■ ABOUT THIS EXERCISE:
Repeat everything from the first line of the listing below through the line that contains "position:absolute; left:20px; top:1932px;", exactly. Leave out pictures.

====== EXERCISE MATERIALS

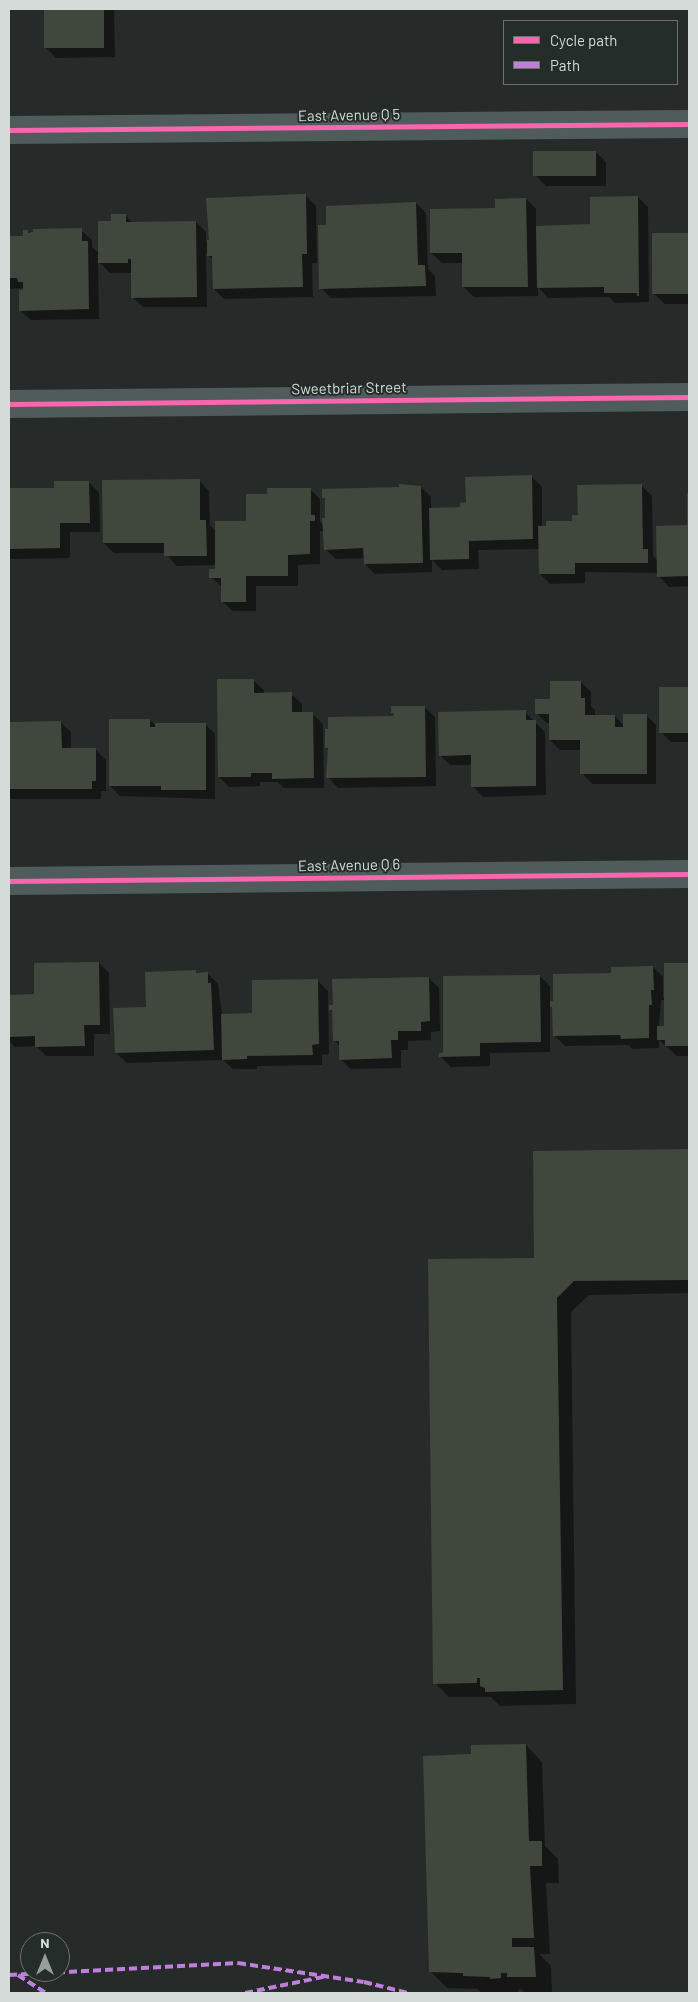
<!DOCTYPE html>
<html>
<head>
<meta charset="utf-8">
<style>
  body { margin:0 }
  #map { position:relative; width:698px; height:2002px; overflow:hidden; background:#262b29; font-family:Barlow,sans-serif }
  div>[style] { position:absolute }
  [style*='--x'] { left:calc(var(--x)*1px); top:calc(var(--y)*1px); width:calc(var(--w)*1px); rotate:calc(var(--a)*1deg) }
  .shadow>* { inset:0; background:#0007 }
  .building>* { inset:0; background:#40483d; transform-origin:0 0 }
  .minor>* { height:28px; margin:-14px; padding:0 14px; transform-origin:14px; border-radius:14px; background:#505c5b }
  .quiet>* { height:4px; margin-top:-2px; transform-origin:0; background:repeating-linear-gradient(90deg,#c07fdc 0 8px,transparent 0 12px) }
  .cycleway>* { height:5px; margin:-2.5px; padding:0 2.5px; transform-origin:2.5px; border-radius:2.5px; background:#f766af }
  span { translate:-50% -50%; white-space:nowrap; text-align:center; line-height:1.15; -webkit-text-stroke:4px #242d29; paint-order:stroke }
  .street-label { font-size:15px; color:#d5dbd8 }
  .frame { position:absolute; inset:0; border:10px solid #d5dbd8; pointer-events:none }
  .legend { position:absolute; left:503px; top:20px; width:175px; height:65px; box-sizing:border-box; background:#242d29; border:1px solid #6b736f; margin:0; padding:6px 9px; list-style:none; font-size:15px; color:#d5dbd8 }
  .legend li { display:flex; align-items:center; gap:10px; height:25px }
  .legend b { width:25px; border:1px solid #6b736f }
  .north { position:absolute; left:20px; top:1932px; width:50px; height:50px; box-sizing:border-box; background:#242d29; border:1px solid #6b736f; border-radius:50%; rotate:0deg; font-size:14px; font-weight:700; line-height:20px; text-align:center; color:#d5dbd8 }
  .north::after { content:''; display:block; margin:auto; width:18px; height:22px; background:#989d9b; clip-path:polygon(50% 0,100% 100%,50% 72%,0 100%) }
</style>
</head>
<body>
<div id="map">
  <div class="shadow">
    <div style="clip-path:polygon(46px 9px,114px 9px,115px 57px,56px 58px,46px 48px)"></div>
    <div style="clip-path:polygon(596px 152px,606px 162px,606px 186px,546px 186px,535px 175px)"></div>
    <div style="clip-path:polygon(305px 195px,316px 206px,317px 263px,312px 263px,313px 297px,224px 299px,214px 289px,213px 260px,206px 253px,207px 307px,143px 307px,132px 297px,132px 273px,110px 273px,98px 261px,99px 319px,31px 320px,20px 310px,24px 288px,9px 289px,9px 238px,25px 237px,27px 231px,30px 234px,81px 230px,92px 240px,92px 247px,100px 254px,113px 223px,125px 215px,133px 223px,196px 222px,206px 232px,206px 241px,211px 241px)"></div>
    <div style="clip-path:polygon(638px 197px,648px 207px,649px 302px,615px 303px,609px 297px,548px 298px,538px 287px,538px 296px,474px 297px,464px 287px,463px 263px,442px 263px,431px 253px,496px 210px,526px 199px,536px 209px,536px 227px,592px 225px)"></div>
    <div style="clip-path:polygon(416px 203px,426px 213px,428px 269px,435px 276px,436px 296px,331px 298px,321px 288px,328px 226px)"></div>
    <div style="clip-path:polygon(689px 234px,689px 304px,665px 304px,654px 294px,653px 235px)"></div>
    <div style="clip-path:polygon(532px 477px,542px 487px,542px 527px,573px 522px,579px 516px,642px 486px,652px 496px,653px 556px,658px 561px,689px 526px,689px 495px,689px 586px,669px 587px,659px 576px,659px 573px,585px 572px,585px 583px,550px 584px,540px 574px,540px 549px,478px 550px,479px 569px,442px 570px,432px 560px,432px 572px,375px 574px,365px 564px,365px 558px,336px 559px,325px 549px,324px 531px,320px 531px,320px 564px,298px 565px,298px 586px,256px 586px,256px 611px,233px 611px,222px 601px,222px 587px,211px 577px,217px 570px,217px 565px,176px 566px,166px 553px,114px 553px,104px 543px,199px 480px,209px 491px,210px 525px,217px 532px,248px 523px,269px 495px,310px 489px,320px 499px,320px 522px,324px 526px,326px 519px,326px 500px,323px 497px,421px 487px,431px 497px,431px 509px,461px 508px)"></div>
    <div style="clip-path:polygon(89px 482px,99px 493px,100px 532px,70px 532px,70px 558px,9px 559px,9px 489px,55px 489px)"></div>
    <div style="clip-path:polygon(253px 680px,264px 690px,264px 694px,291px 694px,302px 704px,302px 714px,313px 714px,323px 724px,324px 788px,284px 788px,278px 782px,260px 782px,260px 786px,229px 787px,219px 777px)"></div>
    <div style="clip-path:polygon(581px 682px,591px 692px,591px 706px,595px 710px,595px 716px,615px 716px,624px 726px,646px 715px,656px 725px,656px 784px,592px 784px,582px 773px,582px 750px,560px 750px,550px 740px,550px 723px,547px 723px,536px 713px,551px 701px)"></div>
    <div style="clip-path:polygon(660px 688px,689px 688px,689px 742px,671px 742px,661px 732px)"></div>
    <div style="clip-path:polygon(424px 707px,435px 717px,436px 786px,338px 788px,328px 777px,329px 750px,326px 748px,395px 716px,392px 713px)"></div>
    <div style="clip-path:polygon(525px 712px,545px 732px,546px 795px,483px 797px,473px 786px,472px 765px,450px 765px,440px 755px)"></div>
    <div style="clip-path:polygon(150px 720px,157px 727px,205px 724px,215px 734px,215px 799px,120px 796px,110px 786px)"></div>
    <div style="clip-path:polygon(60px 722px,71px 732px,71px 749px,95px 749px,106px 760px,106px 791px,101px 791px,101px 799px,11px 799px,9px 797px,9px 723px)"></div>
    <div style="clip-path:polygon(99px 963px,109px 973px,110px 1034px,94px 1034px,94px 1056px,46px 1056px,36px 1046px,15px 1047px,9px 1041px,9px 996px,35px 995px)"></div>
    <div style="clip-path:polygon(evenodd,666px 964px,689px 964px,689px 1056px,677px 1056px,659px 1040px,659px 1048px,632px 1049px,629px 1045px,565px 1046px,555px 1036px,554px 1009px,550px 1005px,550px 1052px,490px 1053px,490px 1066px,451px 1067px,441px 1057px,540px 976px,550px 986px,550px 1002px,555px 1002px,613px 974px,653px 967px,663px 977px,663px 998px,666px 998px,666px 964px,661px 1000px,666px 1000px,666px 1027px,659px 1027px,661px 1000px)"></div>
    <div style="clip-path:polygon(196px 972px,198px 974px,208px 974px,218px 984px,222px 1015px,254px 1014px,318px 981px,328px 991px,329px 1054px,322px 1055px,322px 1065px,257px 1066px,257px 1069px,233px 1069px,223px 1060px,127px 1063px,116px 1053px,147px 1008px)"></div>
    <div style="clip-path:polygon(429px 978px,439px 988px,440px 1031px,431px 1032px,431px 1040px,408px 1041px,408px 1050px,401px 1050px,401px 1068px,351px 1069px,340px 1059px,340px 1046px,334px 1040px,333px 1013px,331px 1010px)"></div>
    <div style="clip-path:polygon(689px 1150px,689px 1293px,589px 1295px,571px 1312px,576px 1704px,500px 1706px,491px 1697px,449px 1697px,435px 1683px,535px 1259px,534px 1152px)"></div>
    <div style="clip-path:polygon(526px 1745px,542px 1762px,545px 1846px,558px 1859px,559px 1883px,546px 1883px,550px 1954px,539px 1954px,551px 1966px,552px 1993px,525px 1993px,521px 1989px,518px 1990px,518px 1993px,501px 1993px,481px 1992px,478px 1989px,447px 1988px,430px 1971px,472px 1755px)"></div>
  </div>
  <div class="building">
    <div style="left:44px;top:9px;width:60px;height:39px"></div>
    <div style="left:533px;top:151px;width:63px;height:25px"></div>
    <div style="clip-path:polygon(306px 194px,307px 254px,302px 254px,303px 287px,213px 289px,212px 256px,207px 256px,207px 240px,209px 240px,206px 198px)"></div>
    <div style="clip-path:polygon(638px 196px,639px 296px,637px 296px,637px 293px,604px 293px,604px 287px,537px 288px,536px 226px,590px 224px,590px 197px)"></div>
    <div style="clip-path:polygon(526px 198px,528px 287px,462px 287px,462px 253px,430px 253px,430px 209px,495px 208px,495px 199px)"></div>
    <div style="clip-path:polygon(416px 202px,418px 265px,425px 265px,426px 286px,319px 289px,318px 225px,326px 225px,326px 206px)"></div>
    <div style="clip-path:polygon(111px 214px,126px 214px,126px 222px,196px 221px,197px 297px,131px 298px,131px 259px,128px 259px,128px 263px,98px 263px,98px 221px,111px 221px)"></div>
    <div style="clip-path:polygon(82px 228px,82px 241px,88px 241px,89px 309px,19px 311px,19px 290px,23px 290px,23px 282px,18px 282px,17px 278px,9px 278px,9px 236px,23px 236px,23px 230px,28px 230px,28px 233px,33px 232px,33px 229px)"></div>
    <div style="left:689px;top:233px;width:61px;height:37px;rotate:90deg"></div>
    <div style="clip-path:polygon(532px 475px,533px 539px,469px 541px,469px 559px,430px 560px,429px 508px,460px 507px,460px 503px,466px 502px,465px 477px)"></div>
    <div style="clip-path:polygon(200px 479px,200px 520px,206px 520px,207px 556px,164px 556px,164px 543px,103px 543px,102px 480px)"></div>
    <div style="clip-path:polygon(54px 481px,89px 481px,90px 523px,60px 523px,60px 548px,9px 549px,9px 488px,54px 488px)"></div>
    <div style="clip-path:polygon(399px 484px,421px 486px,423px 563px,364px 564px,363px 548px,324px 550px,322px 518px,325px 518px,325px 498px,322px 498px,322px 489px,399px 487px)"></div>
    <div style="clip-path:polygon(642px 484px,643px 549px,648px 549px,648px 563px,575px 563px,575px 574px,539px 574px,538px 526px,546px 526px,546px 521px,572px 521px,572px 515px,578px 515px,577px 485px)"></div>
    <div style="clip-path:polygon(267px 488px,311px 488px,311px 515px,315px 515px,315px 521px,310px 521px,310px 554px,288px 555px,288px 576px,246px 576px,246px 602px,221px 602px,221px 578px,209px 578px,209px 569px,215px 569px,215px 521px,246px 521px,246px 494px,267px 494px)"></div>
    <div style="clip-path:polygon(687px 493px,689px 493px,689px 576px,657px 577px,656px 526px,687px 525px)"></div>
    <div style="clip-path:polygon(217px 679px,254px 679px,254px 693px,292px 692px,292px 712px,313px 712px,314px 778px,272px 779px,272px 773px,251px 773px,251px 777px,218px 777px)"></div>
    <div style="clip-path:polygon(550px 681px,581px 681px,581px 698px,585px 698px,585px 715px,615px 715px,615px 727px,623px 727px,623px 714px,647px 714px,647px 774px,580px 774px,580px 740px,549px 740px,549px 714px,535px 714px,535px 699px,550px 699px)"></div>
    <div style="left:659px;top:687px;width:30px;height:46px"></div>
    <div style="clip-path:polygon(391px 706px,425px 706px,426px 777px,326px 778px,328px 748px,325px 748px,325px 729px,328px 729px,328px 717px,394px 716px,393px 713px,391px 713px)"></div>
    <div style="clip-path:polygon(526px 710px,526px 720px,536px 720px,536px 786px,471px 787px,471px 755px,439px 756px,438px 712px)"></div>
    <div style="clip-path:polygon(109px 719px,150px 719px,150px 727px,155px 727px,155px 723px,206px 723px,206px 790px,161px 790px,161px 786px,109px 786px)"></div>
    <div style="clip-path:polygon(61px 721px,62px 748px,96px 748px,96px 781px,92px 781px,92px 789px,9px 789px,9px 722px)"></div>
    <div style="clip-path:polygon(99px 962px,100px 1025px,84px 1025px,85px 1046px,35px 1047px,35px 1036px,9px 1037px,9px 995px,34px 994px,34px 963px)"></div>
    <div style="clip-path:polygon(664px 963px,689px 963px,689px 1046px,665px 1046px,665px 1040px,657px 1040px,657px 1026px,664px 1026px)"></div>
    <div style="clip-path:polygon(653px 966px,654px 990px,651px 990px,652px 1005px,649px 1005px,649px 1038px,621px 1039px,620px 1035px,553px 1036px,552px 1007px,550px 1007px,550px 1001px,553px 1001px,553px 974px,611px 973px,611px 967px)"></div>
    <div style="clip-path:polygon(196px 970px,196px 973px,208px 972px,208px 983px,211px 983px,214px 1050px,115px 1053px,113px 1008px,146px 1007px,145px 972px)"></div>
    <div style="clip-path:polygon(540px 975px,541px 1042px,480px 1043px,480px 1056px,439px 1057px,439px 1053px,443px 1053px,443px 976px)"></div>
    <div style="clip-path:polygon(429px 977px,430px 1021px,421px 1022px,421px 1031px,398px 1031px,398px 1040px,391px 1040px,392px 1058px,339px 1060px,339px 1041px,333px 1041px,332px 1010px,329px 1010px,329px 1005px,333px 1005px,332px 979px)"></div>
    <div style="clip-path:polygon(318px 979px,319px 1044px,312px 1045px,313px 1055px,247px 1056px,247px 1059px,222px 1060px,221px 1014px,252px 1013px,252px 980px)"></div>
    <div style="clip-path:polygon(689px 1149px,689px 1280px,574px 1281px,557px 1298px,563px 1690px,485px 1692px,485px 1688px,480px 1686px,480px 1678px,477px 1678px,477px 1683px,433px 1684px,428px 1259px,534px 1258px,533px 1151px)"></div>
    <div style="clip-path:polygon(526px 1744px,529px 1841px,542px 1841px,542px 1866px,530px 1866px,534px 1938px,512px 1938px,512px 1947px,534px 1947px,536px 1977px,507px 1977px,507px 1973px,501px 1973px,501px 1978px,490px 1979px,490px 1977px,463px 1976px,463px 1973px,429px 1972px,423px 1756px,471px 1754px,471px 1745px)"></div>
  </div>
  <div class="minor">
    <div style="--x:9;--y:130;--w:680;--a:-0.51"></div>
    <div style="--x:9;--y:404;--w:680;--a:-0.59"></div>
    <div style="--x:9;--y:881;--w:680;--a:-0.59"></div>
  </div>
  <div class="quiet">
    <div style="--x:9;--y:1975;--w:229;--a:-3"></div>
    <div style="--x:238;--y:1963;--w:127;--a:8.6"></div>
    <div style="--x:364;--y:1982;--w:45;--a:14"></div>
    <div style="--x:18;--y:1975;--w:33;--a:33"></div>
    <div style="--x:245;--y:1993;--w:80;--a:-11.6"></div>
  </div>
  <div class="cycleway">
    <div style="--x:9;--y:130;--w:680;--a:-0.51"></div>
    <div style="--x:9;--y:404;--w:680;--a:-0.59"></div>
    <div style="--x:9;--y:881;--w:680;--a:-0.59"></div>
  </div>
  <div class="street-label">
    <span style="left:349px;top:115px;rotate:-1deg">East Avenue Q 5</span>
    <span style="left:349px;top:388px;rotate:-1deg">Sweetbriar Street</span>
    <span style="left:349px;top:865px;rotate:-1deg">East Avenue Q 6</span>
  </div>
  <div class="frame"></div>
  <ul class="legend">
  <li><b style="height:6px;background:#f766af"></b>Cycle path</li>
  <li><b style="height:6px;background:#c07fdc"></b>Path</li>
  </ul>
  <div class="north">N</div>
</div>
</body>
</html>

============

■ ANSWER TO THIS TASK:
<!DOCTYPE html>
<html>
<head>
<meta charset="utf-8">
<style>
  body { margin:0 }
  #map { position:relative; width:698px; height:2002px; overflow:hidden; background:#262b29; font-family:Barlow,sans-serif }
  div>[style] { position:absolute }
  [style*='--x'] { left:calc(var(--x)*1px); top:calc(var(--y)*1px); width:calc(var(--w)*1px); rotate:calc(var(--a)*1deg) }
  .shadow>* { inset:0; background:#0007 }
  .building>* { inset:0; background:#40483d; transform-origin:0 0 }
  .minor>* { height:28px; margin:-14px; padding:0 14px; transform-origin:14px; border-radius:14px; background:#505c5b }
  .quiet>* { height:4px; margin-top:-2px; transform-origin:0; background:repeating-linear-gradient(90deg,#c07fdc 0 8px,transparent 0 12px) }
  .cycleway>* { height:5px; margin:-2.5px; padding:0 2.5px; transform-origin:2.5px; border-radius:2.5px; background:#f766af }
  span { translate:-50% -50%; white-space:nowrap; text-align:center; line-height:1.15; -webkit-text-stroke:4px #242d29; paint-order:stroke }
  .street-label { font-size:15px; color:#d5dbd8 }
  .frame { position:absolute; inset:0; border:10px solid #d5dbd8; pointer-events:none }
  .legend { position:absolute; left:503px; top:20px; width:175px; height:65px; box-sizing:border-box; background:#242d29; border:1px solid #6b736f; margin:0; padding:6px 9px; list-style:none; font-size:15px; color:#d5dbd8 }
  .legend li { display:flex; align-items:center; gap:10px; height:25px }
  .legend b { width:25px; border:1px solid #6b736f }
  .north { position:absolute; left:20px; top:1932px; width:50px; height:50px; box-sizing:border-box; background:#242d29; border:1px solid #6b736f; border-radius:50%; rotate:0deg; font-size:14px; font-weight:700; line-height:20px; text-align:center; color:#d5dbd8 }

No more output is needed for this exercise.